How Do You Create the Ideal Environment for a Nap?
It’s a misconception that you need to be in a cool, dark, quiet room for a nap, like you might need to be for nighttime sleep. “You don’t even need to nap in bed,” Grandner says. “There is no ideal environment—literally, whatever works for you. You may actually want to nap out of bed, so that it will be easier to wake up and get going afterwards.” So… stop, drop and nap! Anytime, anywhere.
The final caveat Grandner wants to emphasize about napping is that, while those midday Z’s can sometimes replace lost sleep, naps will never be as restful as quality nighttime rest. “Also, if you are having insomnia symptoms, you should avoid naps altogether,” he says. “Naps can make it more difficult to fall asleep at night.” Otherwise, go ahead and lay your head down during that 20-minute break. If you follow these guidelines, napping can be a great energy- and productivity-booster for the remainder of your day.

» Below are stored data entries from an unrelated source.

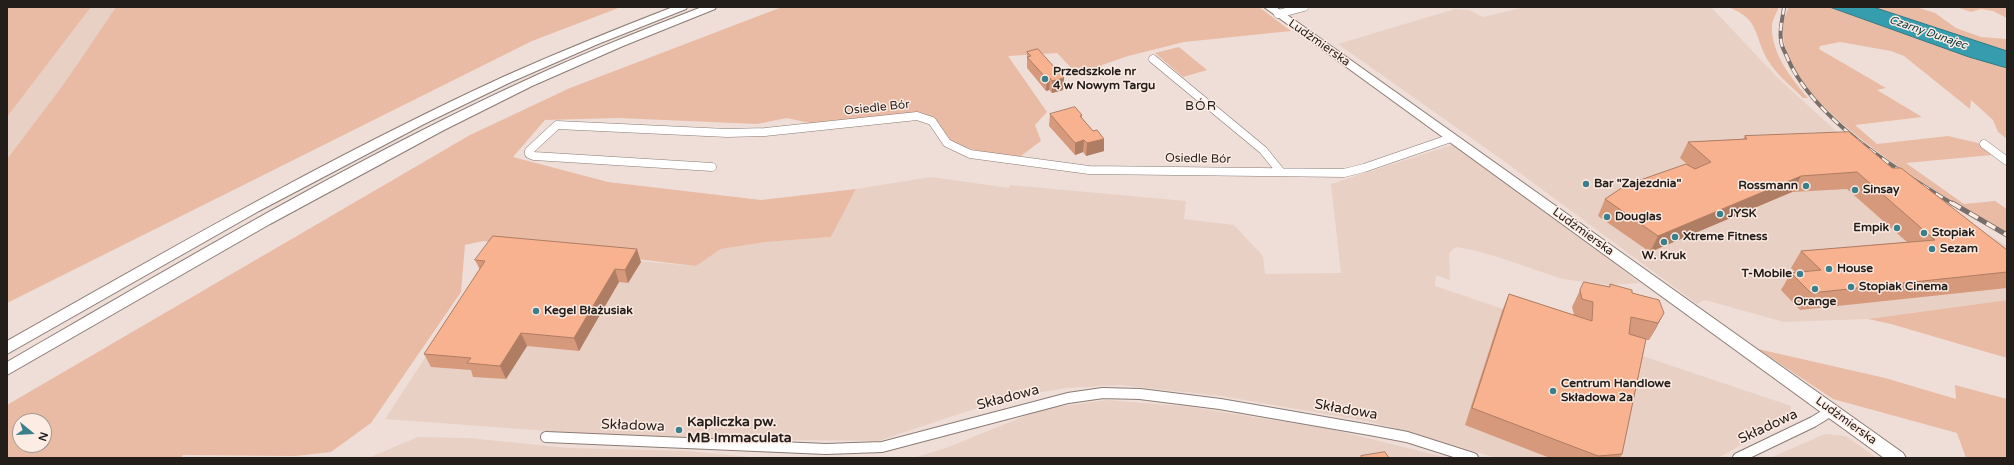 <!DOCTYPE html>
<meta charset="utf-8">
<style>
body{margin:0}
#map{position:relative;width:2014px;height:465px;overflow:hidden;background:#efded7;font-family:"Varela Round",sans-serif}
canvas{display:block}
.frame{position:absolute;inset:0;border:8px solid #241e1b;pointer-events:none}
.north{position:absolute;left:12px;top:413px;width:40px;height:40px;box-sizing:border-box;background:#fcece4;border:1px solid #a69a94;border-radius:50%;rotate:108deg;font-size:11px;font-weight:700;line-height:16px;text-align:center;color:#241e1b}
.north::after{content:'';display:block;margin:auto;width:14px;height:18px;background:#3a808c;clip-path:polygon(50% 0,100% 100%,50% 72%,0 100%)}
</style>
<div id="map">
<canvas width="2014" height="465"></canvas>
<div class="frame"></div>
<div class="north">N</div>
</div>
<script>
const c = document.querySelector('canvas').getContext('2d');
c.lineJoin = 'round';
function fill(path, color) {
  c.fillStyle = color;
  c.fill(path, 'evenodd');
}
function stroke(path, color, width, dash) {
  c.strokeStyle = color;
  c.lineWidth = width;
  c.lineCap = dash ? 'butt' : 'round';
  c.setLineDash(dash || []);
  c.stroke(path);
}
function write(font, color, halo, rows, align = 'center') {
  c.font = font + ' "Varela Round",sans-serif';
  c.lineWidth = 3;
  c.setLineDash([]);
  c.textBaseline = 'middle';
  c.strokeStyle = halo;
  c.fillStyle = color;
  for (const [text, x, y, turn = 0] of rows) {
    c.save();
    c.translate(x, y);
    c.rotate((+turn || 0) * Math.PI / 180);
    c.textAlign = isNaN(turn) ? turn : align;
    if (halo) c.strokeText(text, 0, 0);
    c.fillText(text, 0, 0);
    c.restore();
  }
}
fill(new Path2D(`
 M91,7H116L63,85L7,159V117Z
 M1525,7H1711L1777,77L1849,143L1928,198L2007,246V300L1868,319L1784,322L1705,300L1697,304L1501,159L1338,44L1455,9L1469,10L1483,17Z
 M1455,144L1561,222L1640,283L1608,285L1562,279L1501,258L1473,250L1456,247L1449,253L1450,280L1436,275L1435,286L1791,406V413L1778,424L1718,458H1496L1410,432L1366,421L1221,396L1119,385L1067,388L1010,397L878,441L709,439L562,432L385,419L496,249L696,266L721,249L766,242L831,237L856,189L931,177L1009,188L1010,185L1186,201L1184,219L1234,225L1263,256L1265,274L1341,273L1331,184Z
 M1107,400L1191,407L1335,430L1448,458H913L946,448L1042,409Z
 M1825,434L1846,436L1877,458H1770Z
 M418,437L468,438L569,448L687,451L761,458H368Z`), '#e8d0c5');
fill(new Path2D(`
 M7,7H91L7,117Z
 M116,7H621L532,41L7,303V159L63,85Z
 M782,7H1259L1291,31L1184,42L1128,56L1102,65L1101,74L1079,76L1057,53L1008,56L1047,112L1035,125L1041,141L1018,158L978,151L952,143L935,120L920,114L818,125L787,118L757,124L618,118L545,120L513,157L608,182L761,200L856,189L831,237L766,242L721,249L696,266L483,241L465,245L461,292L371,423L331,452L296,456L183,455L181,458H7V405L470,135L570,88ZM20,421H44V445H20Z
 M1728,7H1779C1777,12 1773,19 1772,24C1770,52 1791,78 1808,98H1803C1792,87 1777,75 1769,62C1753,37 1762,20 1728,7Z
 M1789,7H1830L1969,57L2007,68V139L1998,132L1993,120L1971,100L1970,109L1904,56L1891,51L1840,42L1820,46L1819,49L1886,88L1877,90L1922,117L1855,125L1877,144L1948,136L1978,143L1992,155L1906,163L1964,204L1995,201L2007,209V233C1952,200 1745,90 1789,7Z
 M1873,7H1916L1935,13L1956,28L1981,37L2007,39V51Z
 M1956,7H2007V18L1993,11L1981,9L1971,12Z
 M1179,47L1207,70L1183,77L1155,53Z
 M2007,300V358L1891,324L1868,319Z
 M1758,349L1885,378L1956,399L1955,385L2007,399V458H1966L1957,433L1833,399Z`), '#e9bba4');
const water = new Path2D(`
 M1830,7H1873L2007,51V68L1969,57Z`);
fill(water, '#359dae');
stroke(water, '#307782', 1);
const streetFar1 = new Path2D(`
 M1278,14L1304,7
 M1153,59L1263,150L1281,172
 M1984,144L2007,161
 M712,167L534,156L529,154V151L557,125L727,133L765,132L917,116L932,121L947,143L970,154L1089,170L1344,173L1364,168L1451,138`);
const street = new Path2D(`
 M546,437L826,449L882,447L1068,398L1103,393L1140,394L1220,404L1370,430L1407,437L1473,458
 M1738,458L1813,422L1831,411`);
const primary = new Path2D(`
 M673,7H687L686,9L598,44L511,82L426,123L259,211L7,354V341C170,249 333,155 503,77C559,52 616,29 673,7Z
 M702,7H716L715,9L623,46L532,86L444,130L270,224L7,375V362C177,264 346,163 524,81C582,54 642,30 702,7Z
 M1264,7H1276L1903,453L1906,458H1884Z`);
stroke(streetFar1, '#8a7b74', 9);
stroke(street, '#8a7b74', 12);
stroke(primary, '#8a7b74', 2);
stroke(streetFar1, '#fff', 8);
stroke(street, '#fff', 10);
fill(primary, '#fff');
const railFar1 = new Path2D(`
 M1784,7C1783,17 1779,30 1781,40C1781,46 1785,52 1787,57C1813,119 1897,170 1953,204`);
const rail = new Path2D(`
 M1952,203L2007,235`);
stroke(railFar1, '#796f6a', 4);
stroke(rail, '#796f6a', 5);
stroke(railFar1, '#fcece4', 2.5, [8]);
stroke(rail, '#fcece4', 3.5, [10]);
fill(new Path2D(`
 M1027,52L1064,78L1063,90L1052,93L1049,90L1046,91L1027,68Z
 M1050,114L1082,115V118L1093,131L1104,139V151L1086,156L1083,152L1075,155L1049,126Z
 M1745,136L1892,168L2007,250V288L1800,310L1781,290L1791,273L1795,272L1791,268L1801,251L1907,242L1847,189L1792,192L1650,252L1598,216L1605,199L1687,164L1680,158L1688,142L1743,139Z
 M475,260L641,262L628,283L619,282L579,351L527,346L506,379L473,377L471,370L431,367L424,354L480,270Z
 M1610,284L1632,293L1664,313L1649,340H1646L1622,454L1620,458H1550L1465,425L1502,311L1509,294L1574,315L1572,307L1580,290L1609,287Z`), '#d6997b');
fill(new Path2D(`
 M1050,78L1049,90L1046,91L1047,79Z
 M1064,78L1063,90L1052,93V81Z
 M1104,139V151L1086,156L1087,143Z
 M1084,140L1083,152L1075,155V143Z
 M1801,176L1792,192L1650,252L1658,236Z
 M637,249L641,262L628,283L625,270Z
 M615,269L619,282L579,351L574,338Z
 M1664,313L1655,330L1649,340L1658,323Z
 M521,333L527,346L506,379L500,366Z`), '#ae7d64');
const building = new Path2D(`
 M1038,49L1064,78L1052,81L1050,78L1047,79L1027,57L1031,56L1027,52Z
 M1075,107L1082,115L1080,116L1093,131L1097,130L1104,139L1087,143L1084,140L1075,143L1050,114Z
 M1849,132L1892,168H1901L2007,250V272L1811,293L1791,273L1821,270L1801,251L1935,240L1857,172L1801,176L1658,236L1605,199L1626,185L1686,164L1695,169L1711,162L1688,142L1747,139L1745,136Z
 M493,236L637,249L625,270L615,269L574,338L521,333L500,366L467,363L471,358L424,354L485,261L475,260Z
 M1584,282L1610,287V284L1632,290V293L1659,300L1664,313L1658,323L1631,317L1629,334L1646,339L1622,454L1598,456L1472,408L1509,294L1592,321L1593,302L1582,299L1580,290Z
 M1385,452L1389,458H1362L1361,456Z`);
fill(building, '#f9b28f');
stroke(building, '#ae7d64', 1);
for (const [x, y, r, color] of [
 [1045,79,4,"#3a808c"],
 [1586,184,4,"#3a808c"],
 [1806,186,4,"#3a808c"],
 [1855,190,4,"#3a808c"],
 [1720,214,4,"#3a808c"],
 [1607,217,4,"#3a808c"],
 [1897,228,4,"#3a808c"],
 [1924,233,4,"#3a808c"],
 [1675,237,4,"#3a808c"],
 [1664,242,4,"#3a808c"],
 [1932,249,4,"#3a808c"],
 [1829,269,4,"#3a808c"],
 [1800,274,4,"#3a808c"],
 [1851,287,4,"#3a808c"],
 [1815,289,4,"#3a808c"],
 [536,311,4,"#3a808c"],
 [1553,391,4,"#3a808c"],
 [679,430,4,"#3a808c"]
]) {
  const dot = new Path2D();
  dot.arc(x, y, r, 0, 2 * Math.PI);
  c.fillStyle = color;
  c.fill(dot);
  stroke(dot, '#fcece4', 1.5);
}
write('italic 11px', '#03353c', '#fcece4', [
 ["Czarny Dunajec",1928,33,19]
]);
write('12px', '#241e1b', '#fcece4', [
 ["Ludźmierska",1319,43,35],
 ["Osiedle Bór",877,108,-6],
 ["Osiedle Bór",1198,159,1],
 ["Ludźmierska",1583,232,36],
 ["Ludźmierska",1846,421,36]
]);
write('bold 12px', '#241e1b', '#fcece4', [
 ["Przedszkole nr",1053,72],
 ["4 w Nowym Targu",1053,86],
 ["Bar \"Zajezdnia\"",1594,184],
 ["Rossmann",1798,186,"right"],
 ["Sinsay",1863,190],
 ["JYSK",1728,214],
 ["Douglas",1615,217],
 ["Empik",1889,228,"right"],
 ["Stopiak",1932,233],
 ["Xtreme Fitness",1683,237],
 ["Sezam",1940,249],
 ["W. Kruk",1664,256,"center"],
 ["House",1837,269],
 ["T-Mobile",1792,274,"right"],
 ["Stopiak Cinema",1859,287],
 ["Orange",1815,302,"center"],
 ["Kegel Błażusiak",544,311],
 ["Centrum Handlowe",1561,384],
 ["Składowa 2a",1561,398]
], 'left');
c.letterSpacing = '1px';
write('13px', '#241e1b', '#fcece4', [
 ["BÓR",1201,107]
]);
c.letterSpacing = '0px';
write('14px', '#241e1b', '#fcece4', [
 ["Składowa",1008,398,-15],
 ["Składowa",1346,410,10],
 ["Składowa",633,426,2],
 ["Składowa",1768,427,-25]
]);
write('bold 14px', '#241e1b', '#fcece4', [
 ["Kapliczka pw.",687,422],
 ["MB Immaculata",687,438]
], 'left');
</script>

Bonus: You can manually log your 20- to 45-minute nap in your Fitbit app, to help you keep track of your overall sleep habits.
This information is for educational purposes only and is not intended as a substitute for medical diagnosis or treatment. You should not use this information to diagnose or treat a health problem or condition. Always check with your doctor before changing your diet, altering your sleep habits, taking supplements, or starting a new fitness routine.